Perl Queues and Threading - multithreading

I'm trying to accomplish the following:
Have a thread that reads data from a very large file say about
10GB and push them into the queue. (I do not wish for the queue to
get very large either)
While the buildQueue thread is pushing data to the queue at the same time have
about 5 worker threads de-queue and process data.
I've made an attempt but my other threads are unreachable because of a continuous loop in my buildQueue thread.
My approach may be totally wrong. Thanks for any help, it's much appreciated.
Here's the code for buildQueue:
sub buildQueue {
print "Enter a file name: ";
my $dict_path = <STDIN>;
chomp($dict_path);
open DICT_FILE, $dict_path or die("Sorry, could not open file!");
while (1) {
if (<DICT_FILE>) {
if ($queue->pending() < 100) {
my $query = <DICT_FILE>;
chomp($query);
$queue->enqueue($query);
my $count = $queue->pending();
print "Queue Size: $count Query: $query\n";
}
}
}
}
And as I've expected when this thread gets executed nothing else after will be executed because this thread will not finish.
my $builder = new Thread(&buildQueue);
Since the builder thread will be running for a long time I never get to create worker threads.
Here's the entire code:
#!/usr/bin/perl -w
use strict;
use Thread;
use Thread::Queue;
my $queue = new Thread::Queue();
my #threads;
sub buildQueue {
print "Enter a file name: ";
my $dict_path = <STDIN>;
chomp($dict_path);
open dict_file, $dict_path or die("Sorry, could not open file!");
while (1) {
if (<dict_file>) {
if ($queue->pending() < 100) {
my $query = <dict_file>;
chomp($query);
$queue->enqueue($query);
my $count = $queue->pending();
print "Queue Size: $count Query: $query\n";
}
}
}
}
sub processor {
my $query;
while (1) {
if ($query = $queue->dequeue) {
print "$query\n";
}
}
}
my $builder = new Thread(&buildQueue);
push #threads, new Thread(&processor) for 1..5;

You'll need to mark when you want your threads to exit (via either joinor detach ).
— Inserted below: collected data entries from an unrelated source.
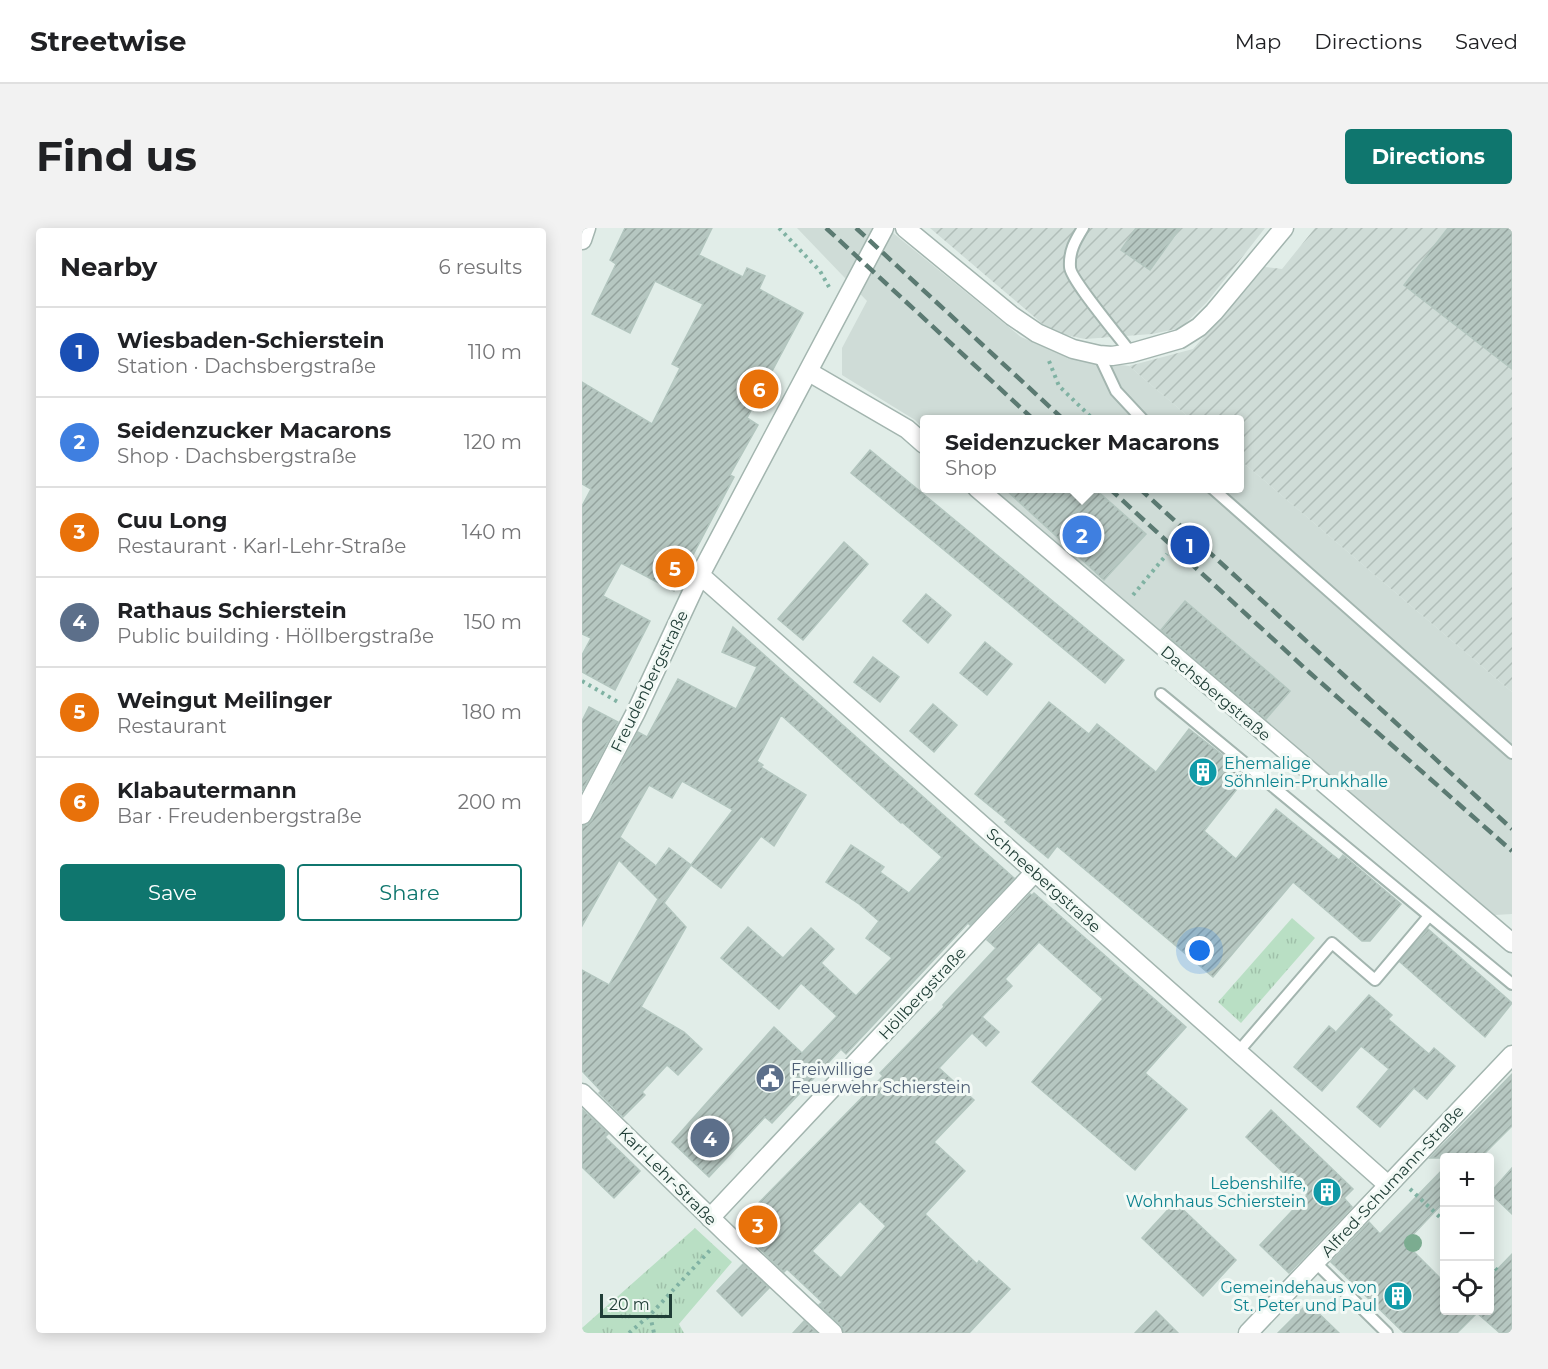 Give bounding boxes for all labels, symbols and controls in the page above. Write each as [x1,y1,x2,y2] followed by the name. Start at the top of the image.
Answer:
[30,24,186,58] text: Streetwise
[1235,29,1281,54] text: Map
[1314,29,1422,54] text: Directions
[1455,29,1518,54] text: Saved
[1345,129,1512,184] button: Directions
[36,130,197,182] text: Find us
[60,251,157,283] text: Nearby
[438,255,522,279] text: 6 results
[117,327,385,354] text: Wiesbaden-Schierstein
[76,340,83,364] text: 1
[468,340,522,364] text: 110 m
[117,354,376,378] text: Station · Dachsbergstraße
[740,366,778,412] pin: 6
[920,415,1244,493] popup
[117,417,391,444] text: Seidenzucker Macarons
[945,429,1219,456] text: Seidenzucker Macarons
[74,430,85,454] text: 2
[464,430,522,454] text: 120 m
[117,444,357,468] text: Shop · Dachsbergstraße
[945,456,997,480] text: Shop
[117,507,227,534] text: Cuu Long
[1062,512,1102,558] pin: 2
[74,520,85,544] text: 3
[462,520,522,544] text: 140 m
[1170,522,1210,568] pin: 1
[117,534,406,558] text: Restaurant · Karl-Lehr-Straße
[656,546,694,590] pin: 5
[117,597,347,624] text: Rathaus Schierstein
[607,607,692,755] street label: Freudenbergstraße
[73,610,86,634] text: 4
[464,610,522,634] text: 150 m
[117,624,434,648] text: Public building · Höllbergstraße
[1157,642,1275,745] street label: Dachsbergstraße
[117,687,332,714] text: Weingut Meilinger
[74,700,85,724] text: 5
[462,700,522,724] text: 180 m
[117,714,227,738] text: Restaurant
[1224,754,1388,791] place label: Ehemalige Söhnlein-Prunkhalle
[1187,756,1219,788] building icon: Ehemalige Söhnlein-Prunkhalle
[117,777,297,804] text: Klabautermann
[73,790,86,814] text: 6
[458,790,522,814] text: 200 m
[117,804,362,828] text: Bar · Freudenbergstraße
[983,824,1105,937] street label: Schneebergstraße
[60,864,285,921] button: Save
[297,864,522,921] button: Share
[1185,936,1214,965] your location
[875,943,970,1043] street label: Höllbergstraße
[791,1060,971,1097] place label: Freiwillige Feuerwehr Schierstein
[754,1062,786,1094] public building icon: Freiwillige Feuerwehr Schierstein
[1317,1102,1467,1261] street label: Alfred-Schumann-Straße
[690,1116,730,1160] pin: 4
[615,1123,721,1229] street label: Karl-Lehr-Straße
[1440,1153,1494,1315] map controls
[1440,1153,1494,1207] button: +
[1126,1174,1306,1211] place label: Lebenshilfe, Wohnhaus Schierstein
[1311,1176,1343,1208] building icon: Lebenshilfe, Wohnhaus Schierstein
[738,1202,777,1248] pin: 3
[1440,1207,1494,1261] button: −
[1440,1261,1494,1315] button: locate
[1220,1278,1377,1315] place label: Gemeindehaus von St. Peter und Paul
[1382,1280,1414,1312] building icon: Gemeindehaus von St. Peter und Paul
[600,1291,672,1318] scale bar
[609,1295,650,1314] text: 20 m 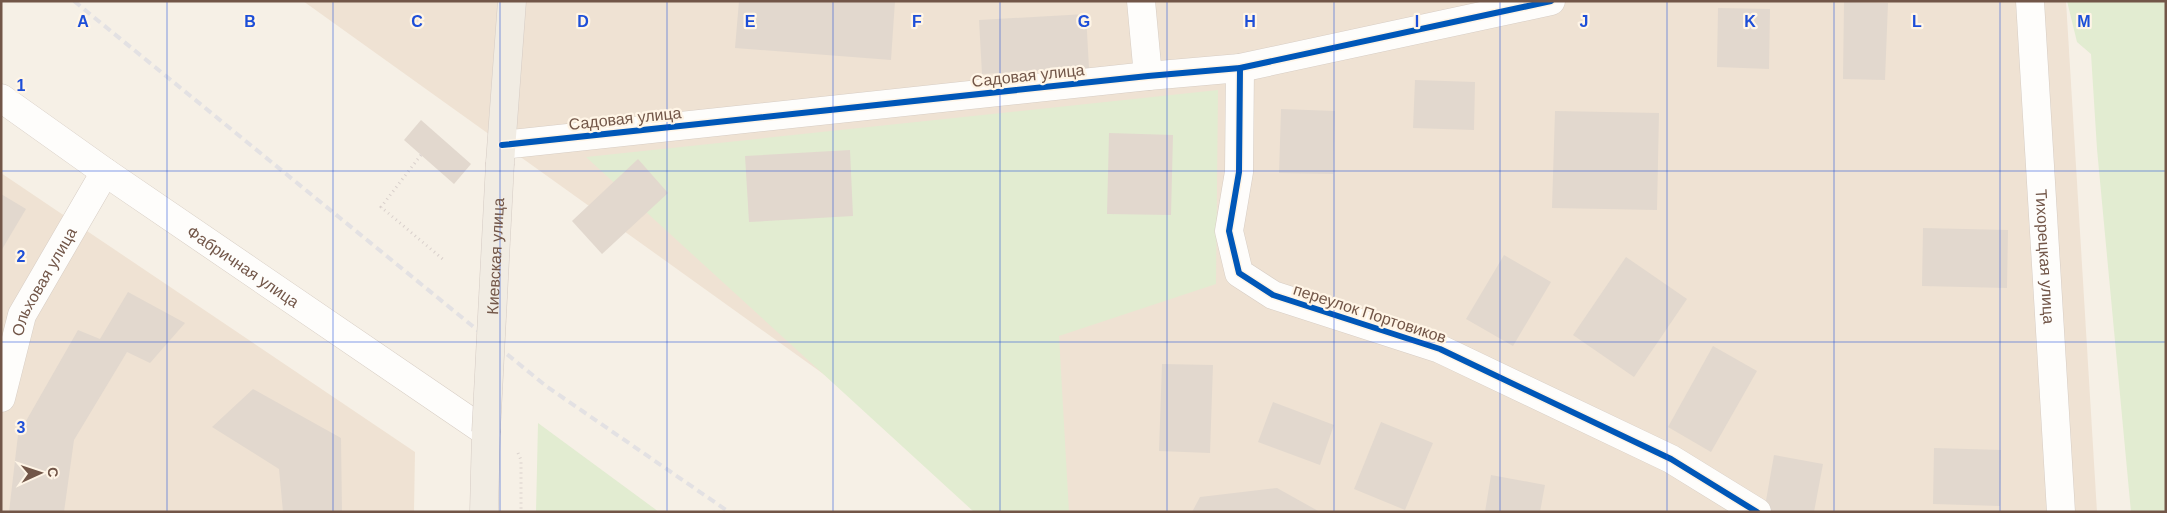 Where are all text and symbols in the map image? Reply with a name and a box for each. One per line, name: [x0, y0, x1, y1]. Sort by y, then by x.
text: A: [77, 13, 89, 30]
text: B: [244, 13, 256, 30]
text: C: [411, 13, 423, 30]
text: D: [577, 13, 589, 30]
text: E: [745, 13, 756, 30]
text: F: [912, 13, 922, 30]
text: G: [1078, 13, 1090, 30]
text: H: [1244, 13, 1256, 30]
text: I: [1415, 13, 1419, 30]
text: J: [1580, 13, 1588, 30]
text: K: [1744, 13, 1756, 30]
text: L: [1912, 13, 1922, 30]
text: M: [2077, 13, 2091, 30]
street label: Садовая улица: [971, 61, 1085, 90]
text: 1: [17, 77, 26, 94]
street label: Садовая улица: [568, 104, 682, 133]
street label: Тихорецкая улица: [2032, 189, 2058, 325]
street label: Киевская улица: [484, 197, 507, 315]
street label: Фабричная улица: [184, 223, 302, 311]
street label: Ольховая улица: [9, 224, 80, 338]
text: 2: [17, 248, 26, 265]
street label: переулок Портовиков: [1291, 281, 1448, 346]
text: 3: [17, 419, 26, 436]
north arrow: [15, 448, 65, 498]
text: С: [45, 467, 61, 478] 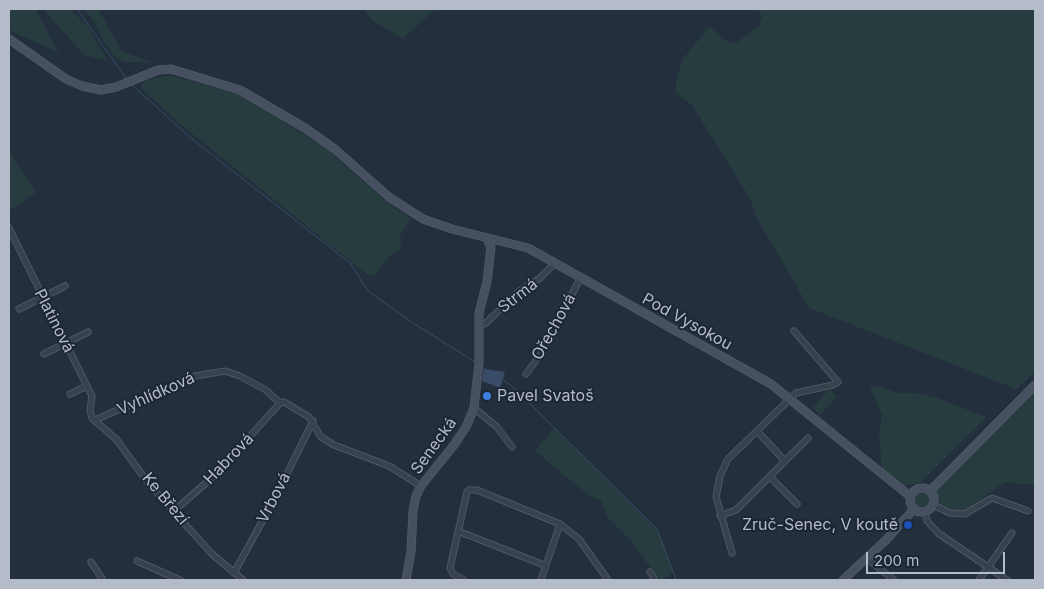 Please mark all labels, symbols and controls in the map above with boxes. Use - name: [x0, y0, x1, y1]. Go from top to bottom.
- street label: Strmá: [494, 275, 542, 317]
- street label: Platinová: [30, 286, 78, 356]
- street label: Pod Vysokou: [639, 289, 735, 355]
- street label: Ořechová: [528, 290, 580, 364]
- street label: Vyhlídková: [114, 368, 198, 420]
- place label: Pavel Svatoš: [497, 386, 594, 406]
- marker: Pavel Svatoš: [481, 390, 493, 402]
- street label: Senecká: [407, 414, 461, 478]
- street label: Habrová: [200, 429, 258, 489]
- street label: Ke Březí: [138, 469, 192, 529]
- street label: Vrbová: [253, 469, 295, 527]
- place label: Zruč-Senec, V koutě: [742, 515, 898, 535]
- marker: Zruč-Senec, V koutě: [902, 519, 914, 531]
- scale bar: [869, 542, 1008, 574]
- text: 200 m: [874, 551, 919, 570] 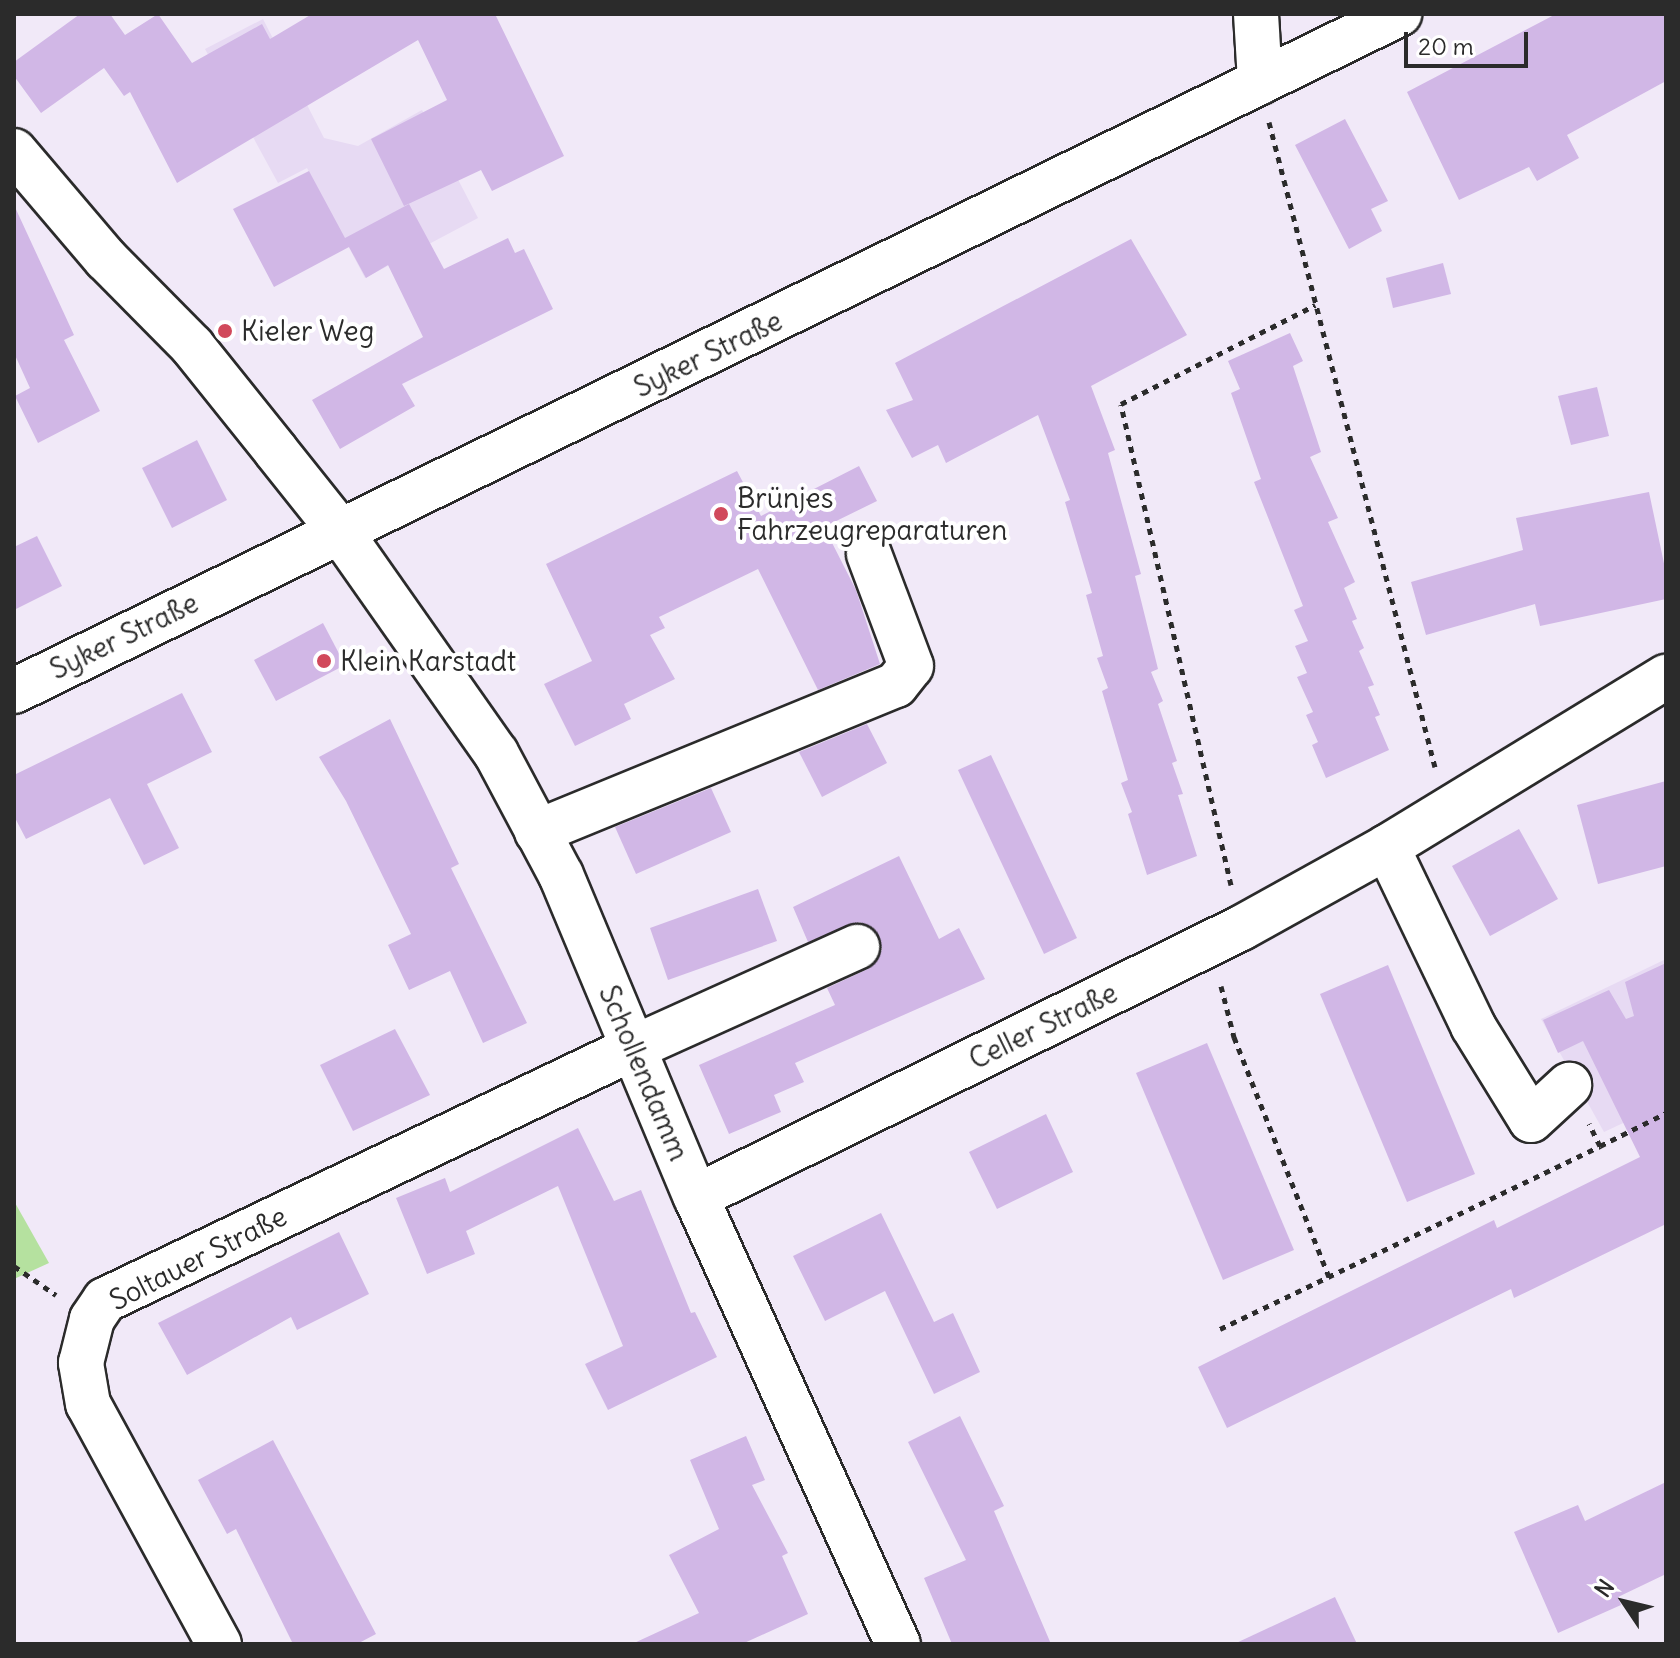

The fact that you have infinite loops with no last statements to break out of them is also a problem.
Edit: I also forgot a very important part! Each worker thread will block, waiting for another item to process off of the queue until they get an undef in the queue. Hence why we specifically enqueue undef once for each thread after the queue builder is done.
Try:
#!/usr/bin/perl -w
use strict;
use threads;
use Thread::Queue;
my $queue = new Thread::Queue();
our #threads; #Do you really need our instead of my?
sub buildQueue
{
print "Enter a file name: ";
my $dict_path = <STDIN>;
chomp($dict_path);
#Three-argument open, please!
open my $dict_file, "<",$dict_path or die("Sorry, could not open file!");
while(my $query=<$dict_file>)
{
chomp($query);
while(1)
{ #Wait to see if our queue has < 100 items...
if ($queue->pending() < 100)
{
$queue->enqueue($query);
print "Queue Size: " . $queue->pending . "\n";
last; #This breaks out of the infinite loop
}
}
}
close($dict_file);
foreach(1..5)
{
$queue->enqueue(undef);
}
}
sub processor
{
my $query;
while ($query = $queue->dequeue)
{
print "Thread " . threads->tid . " got $query\n";
}
}
my $builder=threads->create(\&buildQueue);
push #threads,threads->create(\&process) for 1..5;
#Waiting for our threads to finish.
$builder->join;
foreach(#threads)
{
$_->join;
}

The MCE module for Perl loves big files. With MCE, one can chunk many lines at once, slurp a big chunk as a scalar string, or read 1 line at a time. Chunking many lines at once reduces the overhead for IPC.
MCE 1.504 is out now. It provides MCE::Queue with support for child processes including threads. In addition, the 1.5 release comes with 5 models (MCE::Flow, MCE::Grep, MCE::Loop, MCE::Map, and MCE::Stream) which take care of instantiating the MCE instance as well as auto-tuning max_workers and chunk_size. One may override these options btw.
Below, MCE::Loop is used for the demonstration.
use MCE::Loop;
print "Enter a file name: ";
my $dict_path = <STDIN>;
chomp($dict_path);
mce_loop_f {
my ($mce, $chunk_ref, $chunk_id) = #_;
foreach my $line ( #$chunk_ref ) {
chomp $line;
## add your code here to process $line
}
} $dict_path;
If you want to specify the number of workers and/or chunk_size, then there are 2 ways to do it.
use MCE::Loop max_workers => 5, chunk_size => 300000;
Or...
use MCE::Loop;
MCE::Loop::init {
max_workers => 5,
chunk_size => 300000
};
Although chunking is preferred for large files, one can compare the time with chunking one line at a time. One may omit the first line inside the block (commented out). Notice how there's no need for an inner for loop. $chunk_ref is still an array ref containing 1 line. The input scalar $_ contains the line when chunk_size equals 1, otherwise points to $chunk_ref.
use MCE::Loop;
MCE::Loop::init {
max_workers => 5,
chunk_size => 1
};
print "Enter a file name: ";
my $dict_path = <STDIN>;
chomp($dict_path);
mce_loop_f {
# my ($mce, $chunk_ref, $chunk_id) = #_;
my $line = $_;
## add your code here to process $line or $_
} $dict_path;
I hope that this demonstration was helpful for folks wanting to process a file in parallel.
:) mario

It sounds like this case could do with the Parallel::ForkManager module.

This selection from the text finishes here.